Worthington Steel Inc (WS)

Solvency ratios

May 31, 2025 May 31, 2024 Aug 31, 2023 May 31, 2023 Aug 31, 2022
Debt-to-assets ratio 0.00 0.00 0.00 0.00 0.00
Debt-to-capital ratio 0.00 0.00 0.00 0.00 0.00
Debt-to-equity ratio 0.00 0.00 0.00 0.00 0.00
Financial leverage ratio 1.83 1.89 1.71 1.71 1.84

The analysis of Worthington Steel Inc.'s solvency ratios reveals a consistent pattern indicating a conservative leverage profile with no recorded debt obligations as a percentage of assets, capital, or equity across multiple fiscal periods. Specifically, the debt-to-assets, debt-to-capital, and debt-to-equity ratios are uniformly zero from August 31, 2022, through May 31, 2025, suggesting the company has maintained an entirely debt-free capital structure during this timeframe.

In contrast, the financial leverage ratio, which measures the proportion of total assets financed by shareholders' equity relative to total assets, fluctuates within a narrow range. It decreases from 1.84 in August 2022 to 1.71 by May 2023 and August 2023, then rises slightly to 1.89 in May 2024 before settling at 1.83 in May 2025. These ratios reflect that the company employs minimal or no debt, implying a reliance predominantly on equity financing and indicating a strong solvency position with low financial risk.

Overall, the data suggests that Worthington Steel Inc. upholds a highly conservative financial strategy characterized by an absence of leverage, which enhances its solvency capacity but may also imply limited use of debt financing for growth or operational leverage purposes.


Coverage ratios

May 31, 2025 May 31, 2024 Aug 31, 2023 May 31, 2023 Aug 31, 2022
Interest coverage 0.00 37.03 45.23

The interest coverage ratio for Worthington Steel Inc. demonstrates notable variability across the periods analyzed. As of August 31, 2022, the data indicates that the ratio is not available or not reported ("—"). This absence suggests that either the necessary financial data was insufficient or the company had negative earnings before interest and taxes (EBIT), rendering the ratio undefined.

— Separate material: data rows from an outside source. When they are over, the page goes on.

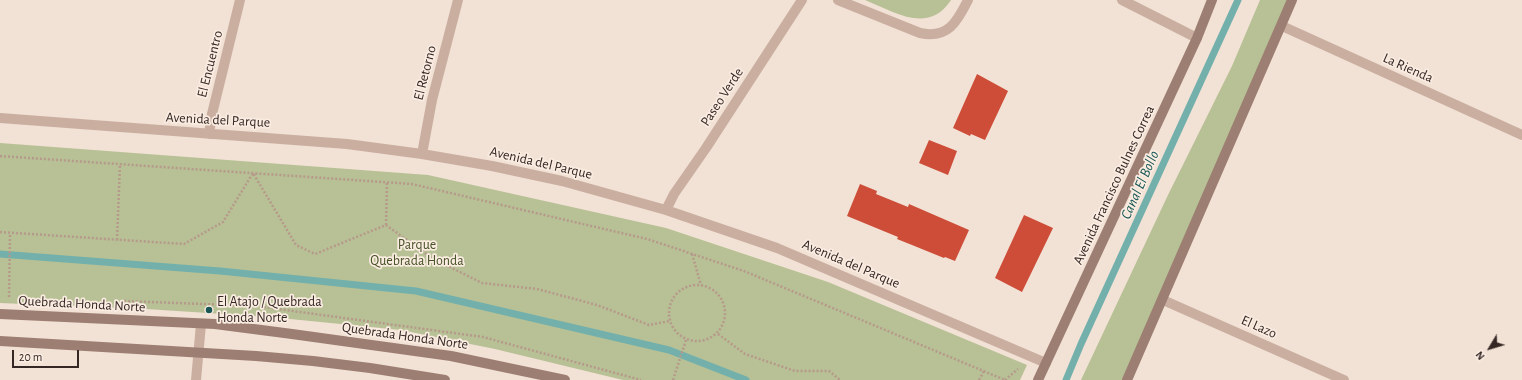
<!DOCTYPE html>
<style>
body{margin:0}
#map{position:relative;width:1522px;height:380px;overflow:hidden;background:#f2e1d5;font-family:"Alegreya Sans",sans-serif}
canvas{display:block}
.north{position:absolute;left:1470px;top:328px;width:40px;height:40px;-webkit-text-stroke:3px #faece1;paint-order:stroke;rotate:232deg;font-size:11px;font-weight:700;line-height:16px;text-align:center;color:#342724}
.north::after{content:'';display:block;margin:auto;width:14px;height:18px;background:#342724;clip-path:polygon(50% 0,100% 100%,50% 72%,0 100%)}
.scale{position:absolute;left:12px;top:350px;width:67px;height:18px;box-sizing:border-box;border:2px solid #342724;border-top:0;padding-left:5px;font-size:12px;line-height:14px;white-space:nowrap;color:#342724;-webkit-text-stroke:3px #faece1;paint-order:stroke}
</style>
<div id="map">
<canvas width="1522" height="380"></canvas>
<div class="north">N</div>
<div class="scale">20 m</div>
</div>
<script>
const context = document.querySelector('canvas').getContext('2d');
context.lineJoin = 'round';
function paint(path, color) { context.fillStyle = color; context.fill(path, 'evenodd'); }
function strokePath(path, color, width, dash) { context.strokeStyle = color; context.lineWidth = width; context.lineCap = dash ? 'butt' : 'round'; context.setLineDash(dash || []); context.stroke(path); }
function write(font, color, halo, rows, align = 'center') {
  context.font = font + ' "Alegreya Sans",sans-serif'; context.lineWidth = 3.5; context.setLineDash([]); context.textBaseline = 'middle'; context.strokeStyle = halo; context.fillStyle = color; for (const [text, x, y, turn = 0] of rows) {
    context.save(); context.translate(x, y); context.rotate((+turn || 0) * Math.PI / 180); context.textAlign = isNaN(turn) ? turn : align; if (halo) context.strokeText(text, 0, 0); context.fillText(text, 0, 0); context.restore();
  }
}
const green = new Path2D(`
 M865 0H951C928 35 895 12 865 0Z
 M1260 0H1289L1160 298 1122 380H1081L1168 195 1232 66Z
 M0 143 428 175 666 228 828 282 1027 365 1020 380H623L495 349 401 330 270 317 146 309 0 303Z`);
const stream = new Path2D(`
 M0 254 220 271 416 291 669 350 746 380
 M1066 380 1081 344 1238 0`);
const building = new Path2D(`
 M977 74 1008 91 985 140 971 134 970 136 953 128Z
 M929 140 957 151 948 175 919 163Z
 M860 184 877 191 876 194 908 207 909 204 969 230 955 261 945 257 944 258 912 245 897 239 898 237 847 216Z
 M1024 215 1053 228 1022 292 995 278Z`);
const path = new Path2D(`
 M0 156 412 184 647 239 744 271 1005 380
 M386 225 387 182
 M0 232 184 244 223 222 253 173 296 245 315 254 386 225 432 258 482 283 537 289 597 305 649 325 670 321
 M117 240 120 164
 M692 254 701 285
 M669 313a28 28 0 1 1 56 0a28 28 0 1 1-56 0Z
 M9 297 10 233
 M124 301 256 306 483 337 641 380
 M718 334 745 354 795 371H829L840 380
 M673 380 686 340
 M979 380 984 371
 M1005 380 1018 369`);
const street = new Path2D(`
 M838 0 920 33C948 39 957 22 968 0
 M1122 0 1197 38
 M1282 26 1522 135
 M0 118 347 144 422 154 492 166 562 181 666 210 777 248 1046 363
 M209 134 212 114 240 0
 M422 154 432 100 458 0
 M666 210 674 194 706 148 802 0
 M1163 300 1344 380
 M196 380 201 324`);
const secondary = new Path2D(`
 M0 314 215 324 292 334 451 356 565 380
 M0 341 256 356 313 361 370 368 445 380
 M1038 380 1197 38 1212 0
 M1127 380 1292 0`);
const markers = [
 [209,310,4,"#185755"]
];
const streetNames = [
 ["El Encuentro",210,64,-76],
 ["La Rienda",1408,68,24],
 ["El Retorno",425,73,-76],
 ["Paseo Verde",722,97,-57],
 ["Avenida del Parque",218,120,3],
 ["Avenida del Parque",541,163,13],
 ["Avenida Francisco Bulnes Correa",1114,185,-65],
 ["Avenida del Parque",851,264,23],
 ["Quebrada Honda Norte",82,304,3],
 ["El Lazo",1259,327,24],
 ["Quebrada Honda Norte",405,336,8]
];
const parkNames = [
 ["Parque",417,245],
 ["Quebrada Honda",417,261]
];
const poiNames = [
 ["El Atajo / Quebrada",217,302],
 ["Honda Norte",217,318]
];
const waterNames = [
 ["Canal El Bollo",1140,185,-66]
];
paint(green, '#b7c195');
strokePath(stream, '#73b0ac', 7);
paint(building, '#cd4d38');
strokePath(path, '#b6998b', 2.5, [2, 2]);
strokePath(street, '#caafa1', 10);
strokePath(secondary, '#9d7e72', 10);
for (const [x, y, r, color] of markers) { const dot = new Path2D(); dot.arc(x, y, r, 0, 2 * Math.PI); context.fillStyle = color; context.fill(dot); strokePath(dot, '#faece1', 1.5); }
write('14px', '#342724', '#faece1', streetNames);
write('14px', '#475327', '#faece1', parkNames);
write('14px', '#342724', '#faece1', poiNames, 'left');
write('italic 15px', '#185755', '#faece1', waterNames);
</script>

By May 31, 2023, the interest coverage ratio is reported at 45.23, indicating a highly comfortable buffer for meeting interest obligations. This exceptionally high ratio reflects strong earnings relative to interest expenses, positioning the company favorably in terms of debt service capacity during this period.

Moving forward to August 31, 2023, the interest coverage ratio again becomes unavailable ("—"), which could be attributed to similar reporting issues, negative or negligible EBIT, or other financial complexities affecting the ratio's calculation.

As of May 31, 2024, the ratio declines to 37.03, still representing a solid safety margin for interest payments, albeit significantly lower than the previous high. This decrease may reflect either a reduction in earnings, increased interest expenses, or a combination of both. Nevertheless, the ratio remains comfortably above critical thresholds indicating manageable debt servicing.

Finally, the forecasted or reported figure for May 31, 2025, shows a ratio of 0.00. This suggests either a complete absence of earnings before interest and taxes, or possibly negative EBIT, implying that the company may face significant challenges in meeting interest obligations through operational earnings alone at that point in time. Such a ratio underscores potential financial distress or restructuring needs.

In summary, while Worthington Steel Inc. exhibited a very strong interest coverage ratio in May 2023 and May 2024, the absence of data in some periods and the drop to zero in 2025 highlight increasing financial pressure and potential concern regarding the company's ability to comfortably service its interest expenses in the future.